--- Exercise data ---

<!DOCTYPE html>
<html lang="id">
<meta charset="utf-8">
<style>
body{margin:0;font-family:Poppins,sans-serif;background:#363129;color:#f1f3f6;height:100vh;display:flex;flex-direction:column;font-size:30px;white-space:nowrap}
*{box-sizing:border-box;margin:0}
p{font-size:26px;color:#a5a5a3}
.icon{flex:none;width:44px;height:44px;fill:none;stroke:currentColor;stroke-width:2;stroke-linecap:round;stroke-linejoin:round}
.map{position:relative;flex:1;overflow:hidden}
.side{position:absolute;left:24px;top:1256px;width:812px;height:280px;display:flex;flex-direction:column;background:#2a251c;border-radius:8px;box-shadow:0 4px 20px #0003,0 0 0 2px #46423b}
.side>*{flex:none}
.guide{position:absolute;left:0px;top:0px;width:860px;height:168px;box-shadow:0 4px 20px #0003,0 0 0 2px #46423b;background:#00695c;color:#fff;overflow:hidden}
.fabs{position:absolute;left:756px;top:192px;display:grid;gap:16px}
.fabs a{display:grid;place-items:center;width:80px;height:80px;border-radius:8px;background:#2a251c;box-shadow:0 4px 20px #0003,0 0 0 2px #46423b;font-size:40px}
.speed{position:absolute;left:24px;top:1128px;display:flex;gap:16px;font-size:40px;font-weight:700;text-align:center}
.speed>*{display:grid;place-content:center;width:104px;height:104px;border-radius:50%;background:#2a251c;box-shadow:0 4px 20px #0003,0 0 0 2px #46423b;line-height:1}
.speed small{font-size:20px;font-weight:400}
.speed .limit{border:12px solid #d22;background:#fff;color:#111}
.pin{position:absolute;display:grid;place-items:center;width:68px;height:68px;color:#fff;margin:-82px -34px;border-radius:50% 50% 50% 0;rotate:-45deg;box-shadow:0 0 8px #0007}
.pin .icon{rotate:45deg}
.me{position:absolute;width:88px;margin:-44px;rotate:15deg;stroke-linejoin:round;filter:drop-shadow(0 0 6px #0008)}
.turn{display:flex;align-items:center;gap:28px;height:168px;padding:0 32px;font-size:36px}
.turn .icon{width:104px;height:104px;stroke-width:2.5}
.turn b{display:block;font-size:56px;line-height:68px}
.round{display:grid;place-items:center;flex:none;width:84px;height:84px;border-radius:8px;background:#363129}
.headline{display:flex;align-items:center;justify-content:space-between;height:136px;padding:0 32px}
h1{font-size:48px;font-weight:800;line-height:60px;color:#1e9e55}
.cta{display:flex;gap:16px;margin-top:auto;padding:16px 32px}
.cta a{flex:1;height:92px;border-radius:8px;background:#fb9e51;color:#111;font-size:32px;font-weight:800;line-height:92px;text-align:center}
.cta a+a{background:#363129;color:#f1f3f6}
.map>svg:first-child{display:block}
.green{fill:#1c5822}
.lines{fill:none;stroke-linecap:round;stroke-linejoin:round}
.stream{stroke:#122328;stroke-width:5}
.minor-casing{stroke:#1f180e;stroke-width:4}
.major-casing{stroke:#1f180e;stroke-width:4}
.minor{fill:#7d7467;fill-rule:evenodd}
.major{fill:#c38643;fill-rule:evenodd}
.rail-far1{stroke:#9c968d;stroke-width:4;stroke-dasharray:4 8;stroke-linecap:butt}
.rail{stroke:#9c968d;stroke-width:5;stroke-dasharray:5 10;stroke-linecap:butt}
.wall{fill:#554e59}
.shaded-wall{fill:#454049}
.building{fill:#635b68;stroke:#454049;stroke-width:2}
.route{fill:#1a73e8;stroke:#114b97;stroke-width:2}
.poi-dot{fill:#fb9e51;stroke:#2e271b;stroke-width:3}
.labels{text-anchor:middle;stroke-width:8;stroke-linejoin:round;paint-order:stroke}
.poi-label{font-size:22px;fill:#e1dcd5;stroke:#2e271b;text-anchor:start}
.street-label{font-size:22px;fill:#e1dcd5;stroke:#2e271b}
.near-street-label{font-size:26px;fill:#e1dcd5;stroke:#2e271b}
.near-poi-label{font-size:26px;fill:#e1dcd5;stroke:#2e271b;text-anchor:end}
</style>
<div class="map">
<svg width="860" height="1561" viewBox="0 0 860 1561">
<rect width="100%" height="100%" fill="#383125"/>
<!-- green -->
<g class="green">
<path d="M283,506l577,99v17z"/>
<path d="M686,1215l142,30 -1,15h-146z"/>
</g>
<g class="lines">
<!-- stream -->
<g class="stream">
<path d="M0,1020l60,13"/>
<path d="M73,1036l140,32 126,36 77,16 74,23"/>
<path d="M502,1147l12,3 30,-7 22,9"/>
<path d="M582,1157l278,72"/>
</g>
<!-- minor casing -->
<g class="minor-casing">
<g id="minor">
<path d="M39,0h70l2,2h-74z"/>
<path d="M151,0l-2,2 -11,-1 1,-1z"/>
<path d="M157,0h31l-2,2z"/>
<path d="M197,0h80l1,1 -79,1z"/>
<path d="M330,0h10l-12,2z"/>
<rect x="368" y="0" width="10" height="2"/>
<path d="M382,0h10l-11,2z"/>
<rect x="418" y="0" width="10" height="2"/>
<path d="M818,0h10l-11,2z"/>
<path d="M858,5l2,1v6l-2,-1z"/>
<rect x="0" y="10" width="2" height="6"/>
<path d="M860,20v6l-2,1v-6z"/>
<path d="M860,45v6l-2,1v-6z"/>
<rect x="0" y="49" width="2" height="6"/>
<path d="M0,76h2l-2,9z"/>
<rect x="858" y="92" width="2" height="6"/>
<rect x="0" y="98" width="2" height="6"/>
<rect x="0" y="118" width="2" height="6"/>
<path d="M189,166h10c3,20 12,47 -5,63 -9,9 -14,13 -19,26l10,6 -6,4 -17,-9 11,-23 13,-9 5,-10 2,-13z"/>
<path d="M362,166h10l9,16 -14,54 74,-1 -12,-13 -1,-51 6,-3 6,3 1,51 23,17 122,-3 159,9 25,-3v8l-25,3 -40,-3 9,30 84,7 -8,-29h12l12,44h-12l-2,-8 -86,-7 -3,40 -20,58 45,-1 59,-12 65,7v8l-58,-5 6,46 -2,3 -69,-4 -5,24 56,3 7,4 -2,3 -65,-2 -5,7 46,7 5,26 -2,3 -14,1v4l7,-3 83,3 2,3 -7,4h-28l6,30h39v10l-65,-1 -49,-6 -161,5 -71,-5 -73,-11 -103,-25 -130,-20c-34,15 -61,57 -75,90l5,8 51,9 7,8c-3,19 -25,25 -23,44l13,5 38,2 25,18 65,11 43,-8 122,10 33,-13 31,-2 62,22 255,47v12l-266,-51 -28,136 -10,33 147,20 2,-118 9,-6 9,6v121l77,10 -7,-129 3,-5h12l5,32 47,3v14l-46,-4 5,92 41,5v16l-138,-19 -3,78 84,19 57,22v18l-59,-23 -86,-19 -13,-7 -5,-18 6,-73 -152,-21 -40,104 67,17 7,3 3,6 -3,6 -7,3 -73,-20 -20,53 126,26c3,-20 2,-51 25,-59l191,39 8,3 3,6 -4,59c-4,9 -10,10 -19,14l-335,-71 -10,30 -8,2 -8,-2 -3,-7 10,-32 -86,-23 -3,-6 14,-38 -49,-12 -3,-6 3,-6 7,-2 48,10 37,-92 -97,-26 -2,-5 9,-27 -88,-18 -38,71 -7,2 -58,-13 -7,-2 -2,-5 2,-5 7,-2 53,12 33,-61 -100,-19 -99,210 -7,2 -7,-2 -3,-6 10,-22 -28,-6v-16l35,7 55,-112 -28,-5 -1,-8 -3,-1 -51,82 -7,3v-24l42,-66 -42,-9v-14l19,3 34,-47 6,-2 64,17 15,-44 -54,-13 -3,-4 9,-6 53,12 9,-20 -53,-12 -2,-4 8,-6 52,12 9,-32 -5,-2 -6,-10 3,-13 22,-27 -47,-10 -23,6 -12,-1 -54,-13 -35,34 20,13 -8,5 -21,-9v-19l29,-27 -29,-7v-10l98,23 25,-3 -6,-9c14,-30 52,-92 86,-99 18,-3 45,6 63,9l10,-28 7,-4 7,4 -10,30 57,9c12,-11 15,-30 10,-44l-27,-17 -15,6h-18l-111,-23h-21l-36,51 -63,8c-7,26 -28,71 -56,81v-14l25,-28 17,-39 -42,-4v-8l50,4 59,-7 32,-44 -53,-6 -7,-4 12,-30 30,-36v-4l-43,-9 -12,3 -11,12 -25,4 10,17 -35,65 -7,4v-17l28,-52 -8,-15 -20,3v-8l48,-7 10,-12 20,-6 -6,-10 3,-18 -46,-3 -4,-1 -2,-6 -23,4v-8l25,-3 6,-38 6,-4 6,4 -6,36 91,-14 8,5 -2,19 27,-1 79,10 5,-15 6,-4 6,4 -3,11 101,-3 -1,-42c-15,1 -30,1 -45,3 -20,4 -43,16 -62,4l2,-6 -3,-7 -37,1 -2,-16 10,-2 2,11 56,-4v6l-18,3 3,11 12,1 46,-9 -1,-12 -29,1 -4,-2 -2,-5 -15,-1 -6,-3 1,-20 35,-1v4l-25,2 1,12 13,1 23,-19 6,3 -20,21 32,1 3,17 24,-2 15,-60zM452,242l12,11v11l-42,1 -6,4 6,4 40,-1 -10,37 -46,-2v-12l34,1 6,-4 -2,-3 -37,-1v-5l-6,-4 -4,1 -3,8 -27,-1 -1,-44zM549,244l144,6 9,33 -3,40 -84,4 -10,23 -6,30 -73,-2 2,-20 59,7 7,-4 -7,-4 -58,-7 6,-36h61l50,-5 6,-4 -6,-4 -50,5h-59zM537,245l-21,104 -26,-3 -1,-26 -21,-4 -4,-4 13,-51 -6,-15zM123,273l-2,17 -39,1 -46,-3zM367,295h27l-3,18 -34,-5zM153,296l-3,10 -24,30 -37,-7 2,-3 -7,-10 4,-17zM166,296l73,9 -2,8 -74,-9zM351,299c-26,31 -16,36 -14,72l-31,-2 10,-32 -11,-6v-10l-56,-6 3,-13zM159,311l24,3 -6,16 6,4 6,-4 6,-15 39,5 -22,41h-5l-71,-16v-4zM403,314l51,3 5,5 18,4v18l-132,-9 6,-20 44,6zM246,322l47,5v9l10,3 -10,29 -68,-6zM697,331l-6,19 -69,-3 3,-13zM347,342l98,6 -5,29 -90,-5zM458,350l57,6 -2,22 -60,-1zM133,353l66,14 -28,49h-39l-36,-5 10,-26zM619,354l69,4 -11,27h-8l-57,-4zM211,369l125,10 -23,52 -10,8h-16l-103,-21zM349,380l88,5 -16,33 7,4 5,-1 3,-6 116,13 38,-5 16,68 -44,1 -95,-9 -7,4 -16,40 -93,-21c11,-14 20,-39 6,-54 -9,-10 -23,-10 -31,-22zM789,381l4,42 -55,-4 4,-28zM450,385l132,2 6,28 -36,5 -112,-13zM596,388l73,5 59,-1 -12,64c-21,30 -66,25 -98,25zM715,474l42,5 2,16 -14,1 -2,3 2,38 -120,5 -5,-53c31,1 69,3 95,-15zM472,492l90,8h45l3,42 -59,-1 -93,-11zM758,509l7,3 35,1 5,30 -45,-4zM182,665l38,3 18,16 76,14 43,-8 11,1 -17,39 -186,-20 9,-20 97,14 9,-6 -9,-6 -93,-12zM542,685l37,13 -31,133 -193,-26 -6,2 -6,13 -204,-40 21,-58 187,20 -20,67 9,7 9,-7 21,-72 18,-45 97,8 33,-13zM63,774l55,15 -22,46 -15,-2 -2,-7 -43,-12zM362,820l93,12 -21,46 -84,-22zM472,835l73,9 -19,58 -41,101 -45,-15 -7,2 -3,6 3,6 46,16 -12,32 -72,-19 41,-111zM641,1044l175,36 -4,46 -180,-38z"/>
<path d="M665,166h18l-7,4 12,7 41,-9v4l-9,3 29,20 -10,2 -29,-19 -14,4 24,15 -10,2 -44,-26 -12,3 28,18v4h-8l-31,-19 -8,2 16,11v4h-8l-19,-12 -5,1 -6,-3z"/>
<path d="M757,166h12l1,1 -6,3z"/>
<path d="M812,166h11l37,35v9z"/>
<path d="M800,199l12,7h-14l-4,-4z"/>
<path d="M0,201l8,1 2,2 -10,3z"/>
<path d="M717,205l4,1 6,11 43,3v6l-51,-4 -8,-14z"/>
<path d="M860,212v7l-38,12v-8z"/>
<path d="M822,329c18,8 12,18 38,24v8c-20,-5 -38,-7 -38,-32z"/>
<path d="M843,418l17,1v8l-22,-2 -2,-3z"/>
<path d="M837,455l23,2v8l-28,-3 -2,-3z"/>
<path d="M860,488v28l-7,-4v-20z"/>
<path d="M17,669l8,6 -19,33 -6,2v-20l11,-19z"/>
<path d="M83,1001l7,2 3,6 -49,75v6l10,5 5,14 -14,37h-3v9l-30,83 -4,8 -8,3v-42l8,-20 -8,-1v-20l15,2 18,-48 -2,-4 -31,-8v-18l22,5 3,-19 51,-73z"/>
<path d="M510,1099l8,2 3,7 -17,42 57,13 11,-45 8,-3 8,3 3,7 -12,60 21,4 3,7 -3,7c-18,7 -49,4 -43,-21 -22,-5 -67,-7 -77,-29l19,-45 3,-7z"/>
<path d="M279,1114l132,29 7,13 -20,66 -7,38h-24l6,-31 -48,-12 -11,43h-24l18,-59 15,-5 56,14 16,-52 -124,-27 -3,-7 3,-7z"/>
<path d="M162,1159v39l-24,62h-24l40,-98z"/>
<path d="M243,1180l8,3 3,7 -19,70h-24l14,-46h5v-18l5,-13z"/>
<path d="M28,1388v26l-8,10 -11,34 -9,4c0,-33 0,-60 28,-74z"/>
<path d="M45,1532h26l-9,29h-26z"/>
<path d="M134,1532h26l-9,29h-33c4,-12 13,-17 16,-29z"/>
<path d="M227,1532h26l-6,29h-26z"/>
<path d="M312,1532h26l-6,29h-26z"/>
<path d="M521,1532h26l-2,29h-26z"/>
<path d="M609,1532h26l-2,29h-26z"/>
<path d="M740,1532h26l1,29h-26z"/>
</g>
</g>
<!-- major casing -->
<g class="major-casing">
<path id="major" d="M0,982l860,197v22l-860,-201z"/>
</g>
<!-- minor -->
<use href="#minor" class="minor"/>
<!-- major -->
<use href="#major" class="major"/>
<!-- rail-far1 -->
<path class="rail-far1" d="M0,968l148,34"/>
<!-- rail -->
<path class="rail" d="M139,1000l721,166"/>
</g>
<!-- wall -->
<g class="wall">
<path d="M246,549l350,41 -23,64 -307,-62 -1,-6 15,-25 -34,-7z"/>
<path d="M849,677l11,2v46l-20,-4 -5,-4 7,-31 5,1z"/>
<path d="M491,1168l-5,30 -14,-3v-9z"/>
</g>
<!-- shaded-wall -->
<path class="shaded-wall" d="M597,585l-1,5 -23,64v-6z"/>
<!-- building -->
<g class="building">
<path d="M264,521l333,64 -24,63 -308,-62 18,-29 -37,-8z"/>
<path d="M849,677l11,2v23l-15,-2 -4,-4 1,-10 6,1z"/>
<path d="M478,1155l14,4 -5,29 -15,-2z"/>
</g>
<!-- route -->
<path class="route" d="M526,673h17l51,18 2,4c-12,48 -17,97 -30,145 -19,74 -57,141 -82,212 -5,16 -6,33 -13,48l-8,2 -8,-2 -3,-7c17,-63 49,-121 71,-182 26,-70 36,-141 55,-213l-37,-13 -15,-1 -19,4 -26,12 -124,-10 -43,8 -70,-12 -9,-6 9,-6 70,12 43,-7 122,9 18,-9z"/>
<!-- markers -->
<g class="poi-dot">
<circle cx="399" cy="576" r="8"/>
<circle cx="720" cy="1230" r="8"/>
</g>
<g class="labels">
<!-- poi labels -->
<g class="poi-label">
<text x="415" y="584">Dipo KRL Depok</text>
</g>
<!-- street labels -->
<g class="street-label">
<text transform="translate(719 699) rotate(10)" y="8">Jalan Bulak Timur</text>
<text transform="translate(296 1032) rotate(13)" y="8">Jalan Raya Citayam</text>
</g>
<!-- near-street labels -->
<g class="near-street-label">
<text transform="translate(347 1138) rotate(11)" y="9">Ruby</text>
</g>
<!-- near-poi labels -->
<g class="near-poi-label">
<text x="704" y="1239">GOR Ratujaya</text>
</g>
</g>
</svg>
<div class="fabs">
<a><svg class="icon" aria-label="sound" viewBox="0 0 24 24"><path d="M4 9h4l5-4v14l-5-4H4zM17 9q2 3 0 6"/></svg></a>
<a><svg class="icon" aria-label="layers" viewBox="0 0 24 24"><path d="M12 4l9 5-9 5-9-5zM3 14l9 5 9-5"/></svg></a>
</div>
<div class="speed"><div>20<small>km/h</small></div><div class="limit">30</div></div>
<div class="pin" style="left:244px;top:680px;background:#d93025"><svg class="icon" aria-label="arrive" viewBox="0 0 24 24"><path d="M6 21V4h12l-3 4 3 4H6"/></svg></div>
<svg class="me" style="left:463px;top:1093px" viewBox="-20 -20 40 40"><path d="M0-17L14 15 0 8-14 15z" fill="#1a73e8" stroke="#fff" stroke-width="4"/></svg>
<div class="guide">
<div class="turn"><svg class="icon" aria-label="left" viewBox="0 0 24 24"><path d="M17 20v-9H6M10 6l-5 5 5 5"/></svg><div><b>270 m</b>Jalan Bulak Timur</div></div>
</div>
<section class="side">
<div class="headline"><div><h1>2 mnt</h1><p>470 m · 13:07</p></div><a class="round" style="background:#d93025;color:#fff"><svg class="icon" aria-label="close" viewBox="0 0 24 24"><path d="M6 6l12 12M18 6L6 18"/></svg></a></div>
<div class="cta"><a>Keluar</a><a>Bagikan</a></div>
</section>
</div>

---

* Assignment:
Reproduce each line above that contains "dasharray".

* Response to this exercise:
.rail-far1{stroke:#9c968d;stroke-width:4;stroke-dasharray:4 8;stroke-linecap:butt}
.rail{stroke:#9c968d;stroke-width:5;stroke-dasharray:5 10;stroke-linecap:butt}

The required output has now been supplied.